From the Harris–Benedict equation does not take into account muscle mass or body fat, there are limitations to its accuracy. You can estimate it yourself with the equation for women below.

Calculate your BMR: 655 + (9.6 x weight in kg) + (1.8 x height in cm) – (4.7 x age in years)

It’s also important to note that men typically have a higher BMR than women. Generally speaking, men are taller and have more muscle mass than women, which results in a higher BMR, Lombardi explains. The more muscle you have, the higher your BMR will be.

You may be wondering…does my smartwatch provide an accurate BMR? The short answer is no. smart watch trackers use movement, heart rate, and your height and weight to provide calorie information, but disregard muscle mass or body fat, which contribute to your BMR, he says Cara Carmichael, CPT. “The number that the clock creates is not necessarily based on the individual,” she says. “It’s a more basic formula and there’s a lot of room for error.”

Although smartwatches aren’t 100% accurate, they can give you a good starting point, adds Lombardi. But remember not to dwell on numbers. Instead, take this information to understand your body and its necessary caloric intake.

Why BMR is a useful piece of health data

Beyond increasing your knowledge (and appreciation!) of how your body works, knowing your BMR can help you reach your health and fitness goals. Here are some of the benefits of your BMR:

  • Understand caloric needs. Knowing your BMR can help you determine a nutrition plan and recognize your daily caloric needsCarmichael explains. “Many of us don’t really know how much food we need to eat to get through the day without crashing, but your BMR can serve as a reference,” she says. By knowing how many calories your body burns naturally, you can calculate how much you need to eat to gain (eat more calories than you burn), lose (eat fewer calories than you burn), or maintain weight (eat the same number of calories as you burn). .
  • Weight control. Whether you’re looking to lose or gain weight, understanding your BMR can help speed up the process by giving you the information you need to help. establish a diet that aligns with your goalsLombardi says.
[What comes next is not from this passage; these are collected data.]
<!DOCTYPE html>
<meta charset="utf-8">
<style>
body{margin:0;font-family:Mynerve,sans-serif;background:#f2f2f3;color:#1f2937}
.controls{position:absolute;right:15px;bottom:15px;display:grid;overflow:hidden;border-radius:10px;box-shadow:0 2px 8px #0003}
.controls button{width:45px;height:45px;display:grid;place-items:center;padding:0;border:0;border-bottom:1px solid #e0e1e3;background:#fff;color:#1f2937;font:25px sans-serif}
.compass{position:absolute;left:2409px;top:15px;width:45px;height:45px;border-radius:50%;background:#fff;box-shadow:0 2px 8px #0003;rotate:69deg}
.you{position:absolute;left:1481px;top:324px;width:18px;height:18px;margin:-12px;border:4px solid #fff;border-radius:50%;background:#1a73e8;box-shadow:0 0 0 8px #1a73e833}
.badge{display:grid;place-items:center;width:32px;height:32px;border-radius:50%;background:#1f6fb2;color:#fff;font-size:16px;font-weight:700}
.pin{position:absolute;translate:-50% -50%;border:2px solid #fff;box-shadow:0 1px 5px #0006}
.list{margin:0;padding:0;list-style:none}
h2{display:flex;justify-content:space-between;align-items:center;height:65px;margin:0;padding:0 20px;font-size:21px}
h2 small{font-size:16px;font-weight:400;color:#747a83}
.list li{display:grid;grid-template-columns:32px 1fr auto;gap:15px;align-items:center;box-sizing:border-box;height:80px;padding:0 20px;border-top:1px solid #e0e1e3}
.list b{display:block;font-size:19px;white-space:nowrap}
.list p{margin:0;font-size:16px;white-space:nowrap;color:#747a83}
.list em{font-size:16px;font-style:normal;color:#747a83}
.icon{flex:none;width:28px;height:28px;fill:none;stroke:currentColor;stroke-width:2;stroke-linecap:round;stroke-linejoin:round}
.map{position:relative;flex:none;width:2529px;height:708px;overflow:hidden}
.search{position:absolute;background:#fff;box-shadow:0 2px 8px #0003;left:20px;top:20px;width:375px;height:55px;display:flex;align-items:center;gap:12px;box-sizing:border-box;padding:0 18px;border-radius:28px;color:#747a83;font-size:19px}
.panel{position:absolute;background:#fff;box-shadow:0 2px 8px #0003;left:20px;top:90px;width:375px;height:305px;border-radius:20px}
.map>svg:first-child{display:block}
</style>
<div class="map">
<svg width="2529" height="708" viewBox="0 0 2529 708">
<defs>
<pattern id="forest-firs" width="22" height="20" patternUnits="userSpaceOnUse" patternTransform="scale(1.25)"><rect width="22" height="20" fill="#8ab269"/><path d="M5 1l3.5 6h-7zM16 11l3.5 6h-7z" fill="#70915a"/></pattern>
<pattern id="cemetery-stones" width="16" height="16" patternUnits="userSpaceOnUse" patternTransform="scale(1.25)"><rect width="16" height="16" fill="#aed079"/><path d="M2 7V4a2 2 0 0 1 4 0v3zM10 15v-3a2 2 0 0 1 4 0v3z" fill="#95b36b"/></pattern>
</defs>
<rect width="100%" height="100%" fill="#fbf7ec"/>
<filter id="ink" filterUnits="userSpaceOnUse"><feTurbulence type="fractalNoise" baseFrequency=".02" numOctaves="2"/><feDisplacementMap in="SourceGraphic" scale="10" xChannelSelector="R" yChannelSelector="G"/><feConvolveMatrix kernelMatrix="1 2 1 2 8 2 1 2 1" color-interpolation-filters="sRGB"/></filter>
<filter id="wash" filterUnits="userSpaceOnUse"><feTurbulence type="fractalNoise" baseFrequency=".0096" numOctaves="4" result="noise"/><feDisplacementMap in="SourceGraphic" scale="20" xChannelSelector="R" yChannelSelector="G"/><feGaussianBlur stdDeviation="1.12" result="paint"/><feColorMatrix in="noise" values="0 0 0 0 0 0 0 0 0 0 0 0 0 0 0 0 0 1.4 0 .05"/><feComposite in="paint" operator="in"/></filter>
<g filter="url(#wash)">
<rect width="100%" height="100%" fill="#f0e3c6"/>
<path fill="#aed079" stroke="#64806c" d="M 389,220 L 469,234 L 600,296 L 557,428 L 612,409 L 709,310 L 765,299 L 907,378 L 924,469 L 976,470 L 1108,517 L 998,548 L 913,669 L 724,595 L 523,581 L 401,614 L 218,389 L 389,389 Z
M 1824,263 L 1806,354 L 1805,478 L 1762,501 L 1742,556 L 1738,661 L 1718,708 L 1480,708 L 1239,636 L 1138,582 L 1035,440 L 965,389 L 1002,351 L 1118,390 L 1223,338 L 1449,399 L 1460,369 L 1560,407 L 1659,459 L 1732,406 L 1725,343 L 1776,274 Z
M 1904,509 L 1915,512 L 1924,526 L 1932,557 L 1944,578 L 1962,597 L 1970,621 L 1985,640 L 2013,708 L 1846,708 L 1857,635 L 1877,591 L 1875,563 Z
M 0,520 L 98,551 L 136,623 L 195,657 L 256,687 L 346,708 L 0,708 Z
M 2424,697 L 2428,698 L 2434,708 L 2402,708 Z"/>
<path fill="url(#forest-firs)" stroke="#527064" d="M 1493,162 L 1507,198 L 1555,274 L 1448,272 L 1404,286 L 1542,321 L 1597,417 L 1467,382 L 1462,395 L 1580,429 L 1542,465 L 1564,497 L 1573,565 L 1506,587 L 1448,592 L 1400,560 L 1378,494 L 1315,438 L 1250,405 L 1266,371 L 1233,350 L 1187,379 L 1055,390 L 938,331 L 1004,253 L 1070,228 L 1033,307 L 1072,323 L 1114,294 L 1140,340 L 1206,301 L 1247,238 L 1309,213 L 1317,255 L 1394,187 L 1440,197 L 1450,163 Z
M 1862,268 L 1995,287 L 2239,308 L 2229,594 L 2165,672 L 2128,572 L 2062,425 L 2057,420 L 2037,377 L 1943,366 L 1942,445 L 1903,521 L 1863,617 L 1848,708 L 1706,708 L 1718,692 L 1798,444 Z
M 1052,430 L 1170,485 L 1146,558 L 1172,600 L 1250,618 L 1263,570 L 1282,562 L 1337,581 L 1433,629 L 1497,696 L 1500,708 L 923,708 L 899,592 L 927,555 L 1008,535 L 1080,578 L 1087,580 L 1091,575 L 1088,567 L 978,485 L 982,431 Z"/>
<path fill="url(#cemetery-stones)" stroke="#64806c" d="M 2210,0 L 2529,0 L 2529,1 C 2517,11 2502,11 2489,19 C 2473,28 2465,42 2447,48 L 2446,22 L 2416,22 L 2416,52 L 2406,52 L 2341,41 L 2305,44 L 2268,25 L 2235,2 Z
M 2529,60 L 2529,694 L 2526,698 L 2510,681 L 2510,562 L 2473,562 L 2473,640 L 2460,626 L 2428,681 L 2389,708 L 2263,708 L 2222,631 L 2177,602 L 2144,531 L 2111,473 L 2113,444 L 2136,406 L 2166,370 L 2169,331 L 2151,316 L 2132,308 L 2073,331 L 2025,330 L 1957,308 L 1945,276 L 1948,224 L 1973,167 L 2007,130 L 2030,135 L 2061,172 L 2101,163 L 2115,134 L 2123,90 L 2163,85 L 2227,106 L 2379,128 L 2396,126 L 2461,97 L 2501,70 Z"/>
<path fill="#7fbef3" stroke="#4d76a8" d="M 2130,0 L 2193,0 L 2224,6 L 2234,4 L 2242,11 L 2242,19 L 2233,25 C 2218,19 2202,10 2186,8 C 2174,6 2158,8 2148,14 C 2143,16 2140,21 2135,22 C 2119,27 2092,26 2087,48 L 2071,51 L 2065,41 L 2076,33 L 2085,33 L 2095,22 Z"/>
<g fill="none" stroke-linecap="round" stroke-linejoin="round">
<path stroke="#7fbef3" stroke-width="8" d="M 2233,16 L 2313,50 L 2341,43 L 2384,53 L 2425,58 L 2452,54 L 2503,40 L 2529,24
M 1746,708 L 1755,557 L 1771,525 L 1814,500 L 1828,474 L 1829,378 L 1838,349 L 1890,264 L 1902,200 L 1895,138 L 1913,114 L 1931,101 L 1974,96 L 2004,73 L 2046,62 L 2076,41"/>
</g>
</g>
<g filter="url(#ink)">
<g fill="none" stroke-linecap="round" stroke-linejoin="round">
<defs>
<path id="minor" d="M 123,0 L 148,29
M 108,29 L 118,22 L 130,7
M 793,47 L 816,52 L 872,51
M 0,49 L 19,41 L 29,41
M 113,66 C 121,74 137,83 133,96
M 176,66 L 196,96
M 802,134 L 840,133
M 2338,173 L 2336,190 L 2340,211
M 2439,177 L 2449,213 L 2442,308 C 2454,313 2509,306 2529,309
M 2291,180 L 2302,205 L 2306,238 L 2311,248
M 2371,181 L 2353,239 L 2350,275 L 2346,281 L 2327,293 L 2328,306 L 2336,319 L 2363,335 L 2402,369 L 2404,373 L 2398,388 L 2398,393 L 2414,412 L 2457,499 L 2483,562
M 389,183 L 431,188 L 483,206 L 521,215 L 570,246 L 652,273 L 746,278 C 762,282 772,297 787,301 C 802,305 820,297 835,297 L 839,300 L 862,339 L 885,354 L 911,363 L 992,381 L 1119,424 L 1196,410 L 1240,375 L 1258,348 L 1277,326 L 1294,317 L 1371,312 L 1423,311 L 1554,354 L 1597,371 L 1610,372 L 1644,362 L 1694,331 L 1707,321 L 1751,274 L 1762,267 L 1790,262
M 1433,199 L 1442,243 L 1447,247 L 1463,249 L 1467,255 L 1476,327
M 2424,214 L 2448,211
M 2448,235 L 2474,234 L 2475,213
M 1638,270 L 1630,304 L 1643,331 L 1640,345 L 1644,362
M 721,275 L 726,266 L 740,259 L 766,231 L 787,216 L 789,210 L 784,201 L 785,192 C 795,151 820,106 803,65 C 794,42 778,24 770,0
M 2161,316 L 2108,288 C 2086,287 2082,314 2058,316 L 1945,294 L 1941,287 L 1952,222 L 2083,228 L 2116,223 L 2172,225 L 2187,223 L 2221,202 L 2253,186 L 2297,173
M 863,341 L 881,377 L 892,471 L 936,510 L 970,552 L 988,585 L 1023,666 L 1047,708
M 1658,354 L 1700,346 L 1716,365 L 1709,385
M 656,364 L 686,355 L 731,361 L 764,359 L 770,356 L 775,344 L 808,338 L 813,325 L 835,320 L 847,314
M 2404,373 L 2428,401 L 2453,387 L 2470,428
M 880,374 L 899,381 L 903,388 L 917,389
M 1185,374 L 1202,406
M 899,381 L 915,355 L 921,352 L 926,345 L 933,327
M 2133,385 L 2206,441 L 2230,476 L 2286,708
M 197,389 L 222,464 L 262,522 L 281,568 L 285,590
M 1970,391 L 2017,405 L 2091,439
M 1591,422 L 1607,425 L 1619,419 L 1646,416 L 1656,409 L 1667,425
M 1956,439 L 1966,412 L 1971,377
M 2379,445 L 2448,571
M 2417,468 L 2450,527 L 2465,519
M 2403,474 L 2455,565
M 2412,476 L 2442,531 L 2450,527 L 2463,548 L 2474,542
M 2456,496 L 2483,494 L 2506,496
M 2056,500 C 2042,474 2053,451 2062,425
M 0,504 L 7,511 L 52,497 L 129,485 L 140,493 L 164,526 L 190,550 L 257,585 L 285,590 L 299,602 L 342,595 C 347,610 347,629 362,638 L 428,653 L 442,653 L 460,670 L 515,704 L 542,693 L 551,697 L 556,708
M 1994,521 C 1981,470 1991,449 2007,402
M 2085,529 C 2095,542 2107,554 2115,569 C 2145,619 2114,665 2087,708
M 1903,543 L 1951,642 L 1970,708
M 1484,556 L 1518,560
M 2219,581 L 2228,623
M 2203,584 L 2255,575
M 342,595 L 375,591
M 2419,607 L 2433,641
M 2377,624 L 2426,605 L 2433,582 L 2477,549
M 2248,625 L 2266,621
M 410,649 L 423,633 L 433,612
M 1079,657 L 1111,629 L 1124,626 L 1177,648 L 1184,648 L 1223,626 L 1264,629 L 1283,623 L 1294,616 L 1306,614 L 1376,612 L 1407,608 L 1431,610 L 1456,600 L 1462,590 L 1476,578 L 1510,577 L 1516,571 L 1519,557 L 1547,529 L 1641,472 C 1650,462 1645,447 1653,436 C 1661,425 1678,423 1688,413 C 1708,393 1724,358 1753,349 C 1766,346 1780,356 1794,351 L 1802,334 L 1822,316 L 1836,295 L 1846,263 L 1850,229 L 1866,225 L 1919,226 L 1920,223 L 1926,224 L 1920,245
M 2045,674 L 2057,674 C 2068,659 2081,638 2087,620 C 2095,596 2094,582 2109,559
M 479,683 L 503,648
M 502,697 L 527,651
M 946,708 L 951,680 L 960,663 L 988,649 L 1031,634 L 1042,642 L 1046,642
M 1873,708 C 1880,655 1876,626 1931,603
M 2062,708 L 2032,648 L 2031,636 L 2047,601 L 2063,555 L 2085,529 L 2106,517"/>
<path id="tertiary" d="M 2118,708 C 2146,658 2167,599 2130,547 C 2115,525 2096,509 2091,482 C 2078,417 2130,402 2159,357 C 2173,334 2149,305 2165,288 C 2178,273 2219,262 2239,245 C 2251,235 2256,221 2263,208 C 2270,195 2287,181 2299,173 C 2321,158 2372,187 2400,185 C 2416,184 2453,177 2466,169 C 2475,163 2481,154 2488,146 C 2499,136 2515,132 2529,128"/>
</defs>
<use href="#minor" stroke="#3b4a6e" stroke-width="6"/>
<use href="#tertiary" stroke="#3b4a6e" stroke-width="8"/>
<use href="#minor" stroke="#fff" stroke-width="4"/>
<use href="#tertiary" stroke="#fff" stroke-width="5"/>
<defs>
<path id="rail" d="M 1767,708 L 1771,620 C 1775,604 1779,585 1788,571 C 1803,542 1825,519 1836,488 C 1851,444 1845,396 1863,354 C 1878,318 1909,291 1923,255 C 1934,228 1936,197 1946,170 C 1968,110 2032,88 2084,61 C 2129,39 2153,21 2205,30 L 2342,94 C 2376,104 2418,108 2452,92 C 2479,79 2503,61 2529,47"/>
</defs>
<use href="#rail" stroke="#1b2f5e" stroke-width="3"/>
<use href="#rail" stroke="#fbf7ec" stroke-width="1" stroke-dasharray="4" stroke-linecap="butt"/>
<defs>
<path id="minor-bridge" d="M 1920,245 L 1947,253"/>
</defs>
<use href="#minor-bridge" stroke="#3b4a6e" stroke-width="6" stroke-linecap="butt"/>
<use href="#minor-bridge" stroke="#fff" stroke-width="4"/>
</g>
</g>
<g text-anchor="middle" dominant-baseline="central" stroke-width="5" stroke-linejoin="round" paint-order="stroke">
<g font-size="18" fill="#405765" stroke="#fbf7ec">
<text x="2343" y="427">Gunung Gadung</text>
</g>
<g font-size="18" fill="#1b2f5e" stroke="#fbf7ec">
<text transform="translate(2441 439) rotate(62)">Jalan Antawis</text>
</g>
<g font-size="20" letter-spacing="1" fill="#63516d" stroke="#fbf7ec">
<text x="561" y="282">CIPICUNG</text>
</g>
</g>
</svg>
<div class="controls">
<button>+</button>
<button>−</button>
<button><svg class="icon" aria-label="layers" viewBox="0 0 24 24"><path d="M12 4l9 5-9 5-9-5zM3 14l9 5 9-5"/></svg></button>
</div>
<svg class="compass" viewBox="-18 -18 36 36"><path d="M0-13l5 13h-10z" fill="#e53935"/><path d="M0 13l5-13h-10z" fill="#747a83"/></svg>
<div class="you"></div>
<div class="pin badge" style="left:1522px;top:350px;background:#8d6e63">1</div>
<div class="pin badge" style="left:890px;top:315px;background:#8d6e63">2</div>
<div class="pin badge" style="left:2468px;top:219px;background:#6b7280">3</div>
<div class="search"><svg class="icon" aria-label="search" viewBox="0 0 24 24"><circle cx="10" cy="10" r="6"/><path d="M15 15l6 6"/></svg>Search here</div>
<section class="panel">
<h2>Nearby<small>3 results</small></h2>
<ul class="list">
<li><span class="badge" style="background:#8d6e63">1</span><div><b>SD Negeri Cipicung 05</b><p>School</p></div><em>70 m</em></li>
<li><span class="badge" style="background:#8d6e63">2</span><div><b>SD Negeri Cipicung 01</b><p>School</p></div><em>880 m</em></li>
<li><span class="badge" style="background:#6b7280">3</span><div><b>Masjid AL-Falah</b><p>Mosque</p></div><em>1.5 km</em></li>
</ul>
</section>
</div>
Once you know your BMR, which is how many calories your body burns for basic function, you can use it to base your calorie needs for the day. The higher your BMR, the more calories you can consume without gaining weight, he explains.
  • Monitoring of physical progress. If your BMR goes up, that usually means you’re gaining more muscle and getting stronger, says Lombardi. Since gaining muscle is the most effective way to change your BMR, strength training and tracking your BMR over time can be a great way to measure your progress and #gains.
  • Improved metabolism. A high BMR is often associated with a accelerated metabolism and higher muscle mass, while a low BMR can indicate a slower metabolism, lower muscle mass, and a higher percentage of body fat, says Carmichael. “A lot of people want to increase their metabolism, but you need to understand that in order to do so, you need to build more muscle and increase your BMR,” she says.

    How to improve your BMR

    Take a look at the stats in the BMR equation above and you’ll get a rough idea of ​​how the BMR needle can move. Incorporate strength training into your workout and gaining muscle mass is the most effective way to change and increase your BMR, says Carmichael. “Muscle uses much more energy than fat while at rest, so at any given weight, the more muscle your body has, the higher your BMR.”

    Carmichael suggests incorporating strength training at least twice a week to build muscle and increase your BMR. But remember, consistency is key and change doesn’t happen overnight. “A lot of people are looking for quick fixes, but really, it’s about sustainability and sustainable habits.”

    Changing your BMR can help boost your metabolism, lose weight, gain strength, or establish an optimal meal plan, but there’s no magic number. “Each individual has a different BMR and you can’t compare it to each other,” says Carmichael. What is considered “healthy” varies by person and their goals. the average BMR for women it’s around 1,400 kcal and around 1,700 kcal for men, she says.

    Bottom line: BMR is a personalized stat that can’t be compared to anyone else, but measuring yours and learning how your body works can help you reach your health and fitness goals.